Feature Selection

Feature selection defines which molecular features (matrix columns) enter your analysis. mdxplain provides a custom parsing syntax that supports residue names, IDs, consensus nomenclature, and logical operations for flexible feature filtering.

How the Parser Works

The selection language is case-insensitive and automatically recognizes keywords.
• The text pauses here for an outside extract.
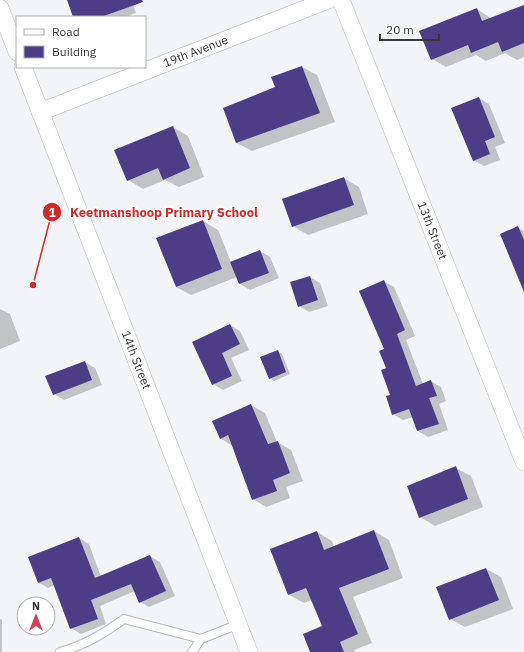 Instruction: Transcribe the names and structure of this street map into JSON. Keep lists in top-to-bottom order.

Ranges use - (e.g., 10-50), lists are space-separated (e.g., ALA HIS GLY), and combines conditions (intersection), and not excludes matches (difference).

Selection Keywords

res - Residue Names

  • What: Select by amino acid type

  • Why use it:

    • Analyze hydrophobic core: res ALA VAL LEU ILE PHE

    • Study charged interactions: res ARG LYS ASP GLU

    • Focus on specific residue types for functional analysis

    • Test chemical property hypotheses (aromatic, polar, etc.)

  • Example: res ARG LYS

resid - Residue IDs

  • What: Select by residue numbers in PDB

  • Why use it:

    • Target known functional regions from literature: resid 120-140 → binding site

    • Test structure-based hypotheses from crystal structures

    • Focus on specific structural elements (loops, termini)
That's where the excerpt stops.